[Start of Attachment]

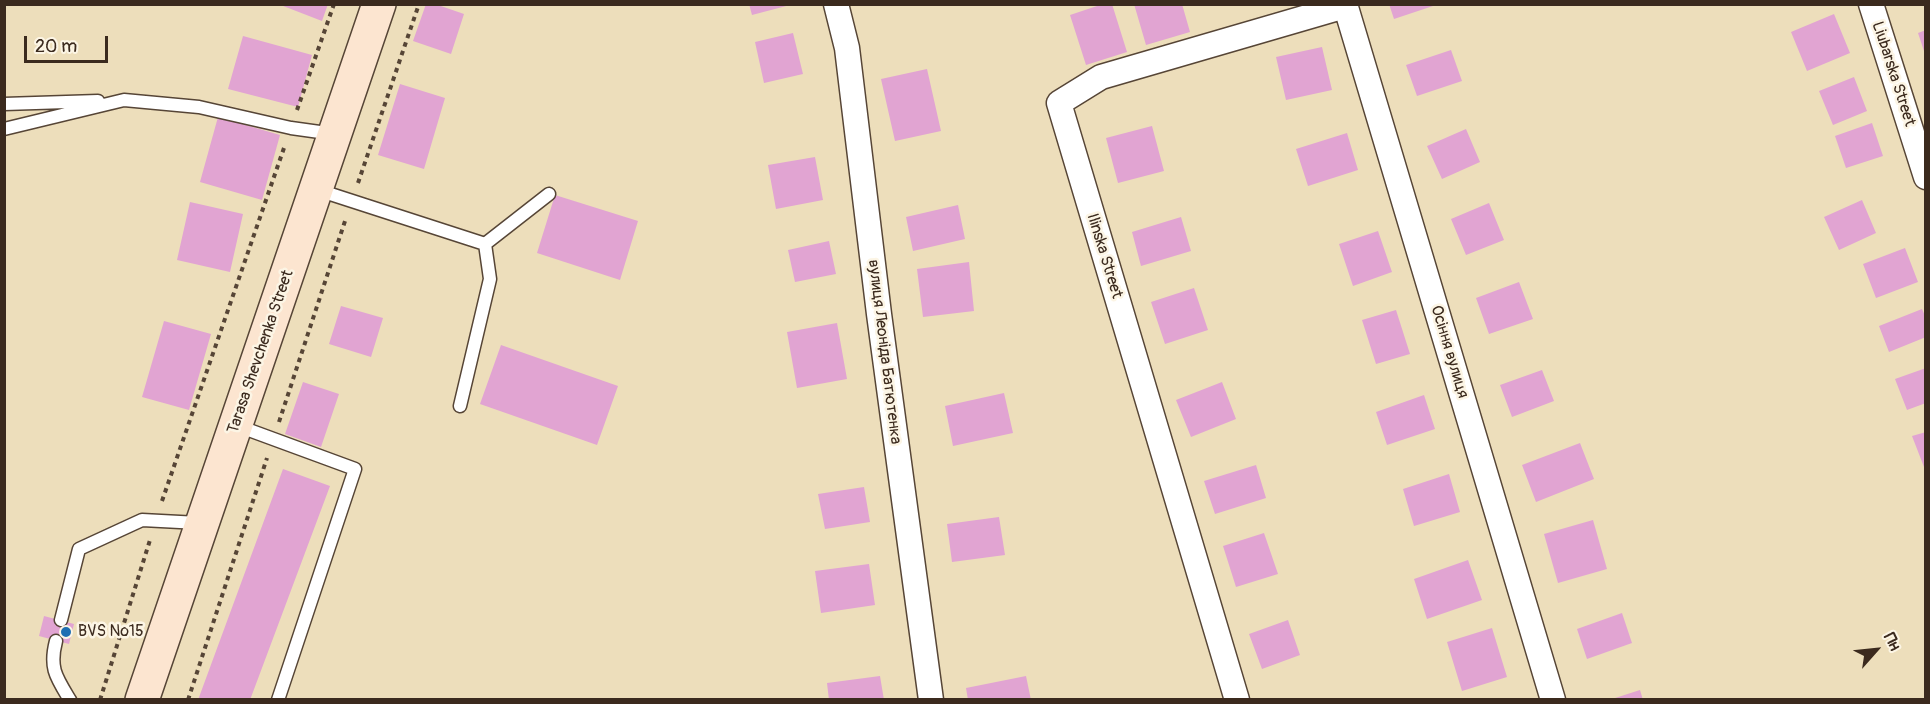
<!DOCTYPE html>
<html>
<head>
<meta charset="utf-8">
<style>
	body { margin:0 }
	#map { position:relative; width:1930px; height:704px; overflow:hidden; background:#eddebb; font-family:Pangolin,sans-serif }
	canvas { display:block }
	.frame { position:absolute; inset:0; border:6px solid #3b2a1e; pointer-events:none }
	.north { position:absolute; left:1846px; top:620px; width:60px; height:60px; -webkit-text-stroke:4px #fcf5e5; paint-order:stroke; rotate:63deg; font-size:16px; font-weight:700; line-height:24px; text-align:center; color:#3b2a1e }
	.north::after { content:''; display:block; margin:auto; width:21px; height:27px; background:#3b2a1e; clip-path:polygon(50% 0,100% 100%,50% 72%,0 100%) }
	.scale { position:absolute; left:24px; top:36px; width:84px; height:27px; box-sizing:border-box; border:3px solid #3b2a1e; border-top:0; padding-left:8px; font-size:18px; line-height:21px; white-space:nowrap; color:#3b2a1e; -webkit-text-stroke:4px #fcf5e5; paint-order:stroke }
</style>
</head>
<body>
<div id="map">
<canvas width="1930" height="704"></canvas>
<div class="frame"></div>
<div class="north">Пн</div>
<div class="scale">20 m</div>
</div>
<script>
const g = document.querySelector('canvas').getContext('2d');
g.lineJoin = 'round';
function paint(path, color) { g.fillStyle = color; g.fill(path, 'evenodd'); }
function stroke(path, color, width, dash) { g.strokeStyle = color; g.lineWidth = width; g.lineCap = dash ? 'butt' : 'round'; g.setLineDash(dash || []); g.stroke(path); }
function label(font, color, halo, rows, align = 'center') {
  g.font = font + ' Pangolin,sans-serif'; g.lineWidth = 5; g.setLineDash([]); g.textBaseline = 'middle'; g.strokeStyle = halo; g.fillStyle = color; for (const [text, x, y, turn = 0] of rows) {
    g.save(); g.translate(x, y); g.rotate((+turn || 0) * Math.PI / 180); g.textAlign = isNaN(turn) ? turn : align; if (halo) g.strokeText(text, 0, 0); g.fillText(text, 0, 0); g.restore();
  }
}
paint(new Path2D(`
	M278,4H328L322,21Z
	M426,4H435L464,14L451,54L413,41Z
	M749,4H790V5L752,15Z
	M1103,4H1112L1127,52L1086,65L1070,15Z
	M1134,4H1182L1190,32L1146,45Z
	M1389,4H1436V5L1394,19Z
	M1834,14L1850,53L1807,71L1791,32Z
	M1926,30V54H1925L1918,33Z
	M793,33L803,74L764,83L755,42Z
	M243,36L312,55L298,107L228,89Z
	M1322,47L1332,90L1286,100L1276,57Z
	M1451,50L1462,81L1417,96L1406,65Z
	M927,69L941,131L895,141L881,79Z
	M1854,77L1867,111L1833,125L1819,91Z
	M400,84L445,98L424,169L378,155Z
	M218,117L280,135L262,200L200,182Z
	M1872,123L1883,156L1846,168L1835,136Z
	M1152,126L1164,171L1118,183L1106,138Z
	M1466,129L1480,162L1442,179L1427,146Z
	M1347,133L1358,170L1308,186L1296,149Z
	M815,157L823,200L776,209L768,165Z
	M555,195L638,221L620,280L537,253Z
	M1862,200L1876,233L1839,250L1824,217Z
	M190,202L243,214L230,272L177,260Z
	M1489,203L1504,240L1466,255L1451,219Z
	M958,205L965,239L913,251L906,217Z
	M1181,217L1191,251L1141,266L1132,232Z
	M1378,231L1392,272L1353,286L1339,244Z
	M829,241L836,274L795,282L788,250Z
	M1905,248L1918,282L1876,298L1863,264Z
	M969,262L974,311L923,317L917,269Z
	M1519,282L1533,319L1489,334L1476,298Z
	M1194,288L1208,330L1165,344L1151,302Z
	M341,306L383,318L371,357L329,344Z
	M1922,309L1926,318V337L1889,352L1879,326Z
	M1396,310L1410,354L1376,364L1362,320Z
	M164,321L211,334L189,410L142,397Z
	M837,323L847,379L797,388L787,332Z
	M501,345L618,386L597,445L480,404Z
	M1926,368V403L1907,410L1895,379Z
	M1542,370L1554,401L1512,417L1500,385Z
	M303,382L339,394L321,447L285,434Z
	M1222,382L1236,419L1191,437L1176,400Z
	M1004,393L1013,433L953,446L945,406Z
	M1424,395L1435,429L1387,445L1376,412Z
	M1926,432V466L1924,467L1912,436Z
	M1580,443L1594,479L1536,502L1522,465Z
	M1256,465L1266,498L1215,514L1204,481Z
	M283,469L330,486L250,700H198Z
	M1449,474L1460,512L1414,526L1403,489Z
	M864,487L870,522L825,529L818,494Z
	M999,517L1005,555L952,562L947,524Z
	M1593,520L1607,569L1558,583L1544,534Z
	M1264,533L1278,574L1236,587L1223,546Z
	M1468,560L1482,600L1427,619L1414,579Z
	M869,564L875,605L821,613L815,571Z
	M1622,613L1632,643L1587,659L1577,629Z
	M44,616L74,624L69,644L39,636Z
	M1288,620L1300,655L1262,669L1249,634Z
	M1492,628L1507,677L1462,691L1447,642Z
	M880,676L884,700H829L827,683Z
	M1026,676L1031,700H968L966,688Z
	M1640,690L1643,700H1612V699Z`), '#e1a4d2');
const lane = new Path2D(`
	M4,104L98,101
	M4,129L124,100L199,107L291,128L334,134
	M318,190L485,244L549,194
	M460,406L490,279L485,244
	M238,426L355,469L278,700
	M61,620L79,549L142,520L199,523
	M56,641C49,668 56,677 70,700`);
const street = new Path2D(`
	M836,4L847,48L879,314L931,700
	M1345,4L1553,700
	M1871,4L1926,177
	M1237,700L1059,103L1101,77L1345,6`);
const secondary = new Path2D(`
	M142,700L379,4`);
stroke(lane, '#564536', 15);
stroke(street, '#564536', 27);
stroke(secondary, '#564536', 36);
stroke(new Path2D(`
	M297,110L334,4
	M358,183L419,4
	M279,422L346,218
	M162,501L285,145
	M100,700L150,540
	M188,700L267,458`), '#564536', 4, [4.5, 4.5]);
stroke(lane, '#fff', 12);
stroke(street, '#fff', 24);
stroke(secondary, '#fce5d0', 33);
for (const [x, y, r, color] of [
	[66,632,6,"#1f6fb2"]
]) { const dot = new Path2D(); dot.arc(x, y, r, 0, 2 * Math.PI); g.fillStyle = color; g.fill(dot); stroke(dot, '#fcf5e5', 2); }
label('16px', '#3b2a1e', '#fcf5e5', [
	["Liubarska Street",1893,74,72],
	["Ilinska Street",1104,256,73],
	["Tarasa Shevchenka Street",261,352,-71],
	["вулиця Леоніда Батютенка",884,352,83],
	["Осіння вулиця",1449,352,73]
]);
label('16px', '#3b2a1e', '#fcf5e5', [
	["BVS №15",78,632]
], 'left');
</script>
</body>
</html>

[End of Attachment]

ACTIVITY:
Output the material above exactly, but only from the line that carries "M1922,309L1926,318V337L1889,352L1879,326Z" through the line that carries "M1542,370L1554,401L1512,417L1500,385Z".

RESPONSE TO THIS EXERCISE:
	M1922,309L1926,318V337L1889,352L1879,326Z
	M1396,310L1410,354L1376,364L1362,320Z
	M164,321L211,334L189,410L142,397Z
	M837,323L847,379L797,388L787,332Z
	M501,345L618,386L597,445L480,404Z
	M1926,368V403L1907,410L1895,379Z
	M1542,370L1554,401L1512,417L1500,385Z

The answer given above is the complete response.